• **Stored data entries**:

::::

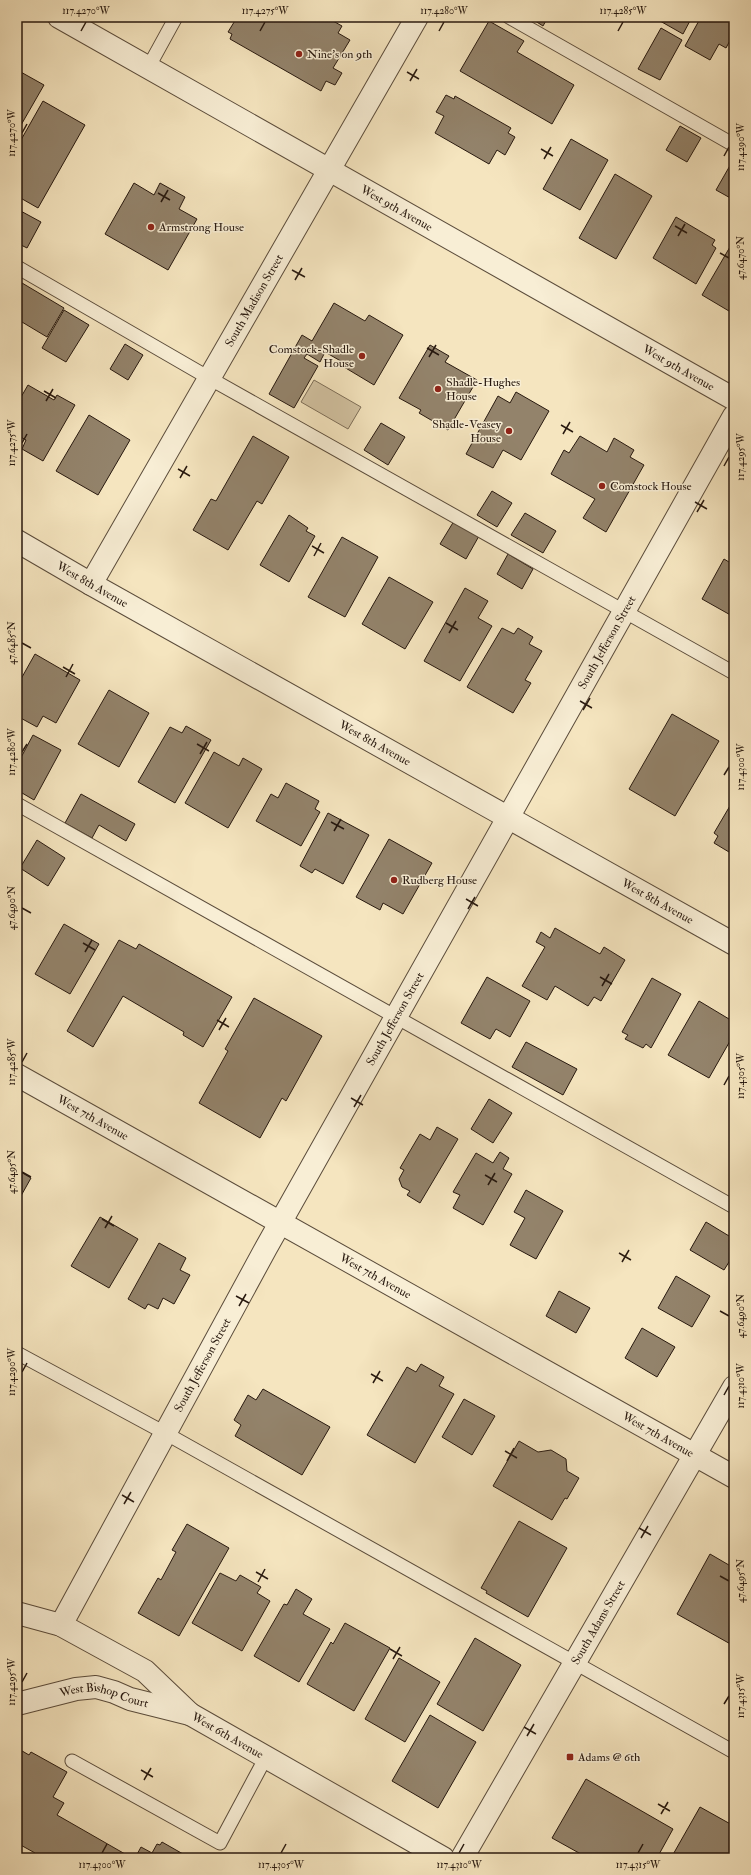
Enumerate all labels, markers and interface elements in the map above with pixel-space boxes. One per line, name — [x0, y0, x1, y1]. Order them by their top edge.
text: 117.4270°W — [62, 5, 111, 17]
text: 117.4275°W — [242, 5, 289, 17]
text: 117.4280°W — [420, 5, 469, 17]
text: 117.4285°W — [600, 5, 647, 17]
place label: Nine's on 9th — [307, 47, 373, 62]
marker: Nine's on 9th — [294, 49, 304, 59]
text: 117.4270°W — [6, 108, 18, 157]
text: 117.4290°W — [735, 122, 747, 171]
street label: West 9th Avenue — [357, 182, 435, 235]
place label: Armstrong House — [158, 220, 244, 235]
marker: Armstrong House — [146, 222, 156, 232]
text: 47.6470°N — [735, 236, 747, 280]
street label: South Madison Street — [222, 252, 287, 350]
street label: West 9th Avenue — [639, 341, 717, 394]
place label: Comstock-Shadle House — [269, 342, 354, 371]
marker: Comstock-Shadle House — [357, 351, 367, 361]
place label: Shadle-Hughes House — [446, 375, 520, 404]
marker: Shadle-Hughes House — [433, 384, 443, 394]
place label: Shadle-Veasey House — [432, 417, 502, 446]
text: 117.4275°W — [6, 419, 18, 466]
marker: Shadle-Veasey House — [504, 426, 514, 436]
text: 117.4295°W — [735, 433, 747, 481]
place label: Comstock House — [610, 479, 692, 494]
marker: Comstock House — [597, 481, 607, 491]
street label: West 8th Avenue — [53, 558, 130, 611]
street label: South Jefferson Street — [575, 593, 639, 692]
text: 47.6485°N — [6, 621, 18, 665]
street label: West 8th Avenue — [335, 717, 413, 769]
text: 117.4280°W — [6, 727, 18, 776]
text: 117.4300°W — [735, 743, 747, 790]
place label: Rudberg House — [402, 873, 477, 888]
marker: Rudberg House — [389, 875, 399, 885]
street label: West 8th Avenue — [618, 875, 696, 928]
text: 47.6490°N — [6, 886, 18, 930]
street label: South Jefferson Street — [363, 970, 428, 1069]
text: 117.4285°W — [6, 1038, 18, 1085]
text: 117.4305°W — [735, 1052, 747, 1099]
street label: West 7th Avenue — [53, 1091, 131, 1144]
text: 47.6495°N — [6, 1150, 18, 1194]
street label: West 7th Avenue — [336, 1250, 414, 1302]
text: 47.6490°N — [735, 1294, 747, 1338]
street label: South Jefferson Street — [171, 1315, 235, 1415]
text: 117.4290°W — [6, 1347, 18, 1396]
text: 117.4310°W — [735, 1363, 747, 1409]
street label: West 7th Avenue — [619, 1408, 696, 1461]
text: 47.6495°N — [735, 1559, 747, 1603]
street label: South Adams Street — [568, 1578, 629, 1667]
text: 117.4295°W — [6, 1658, 18, 1706]
text: 117.4315°W — [735, 1673, 747, 1718]
street label: West Bishop Court — [57, 1680, 150, 1711]
street label: West 6th Avenue — [188, 1709, 266, 1762]
place label: Adams @ 6th — [577, 1750, 641, 1765]
marker: Adams @ 6th — [565, 1752, 575, 1762]
text: 117.4300°W — [79, 1859, 126, 1871]
text: 117.4305°W — [258, 1859, 305, 1871]
text: 117.4310°W — [436, 1859, 482, 1871]
text: 117.4315°W — [616, 1859, 661, 1871]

::::

• **ACTION ITEM**: Lines with the string "Comstock" in the data above: say how many there are, giving the number alone.

• **WRITTEN RESPONSE**: 4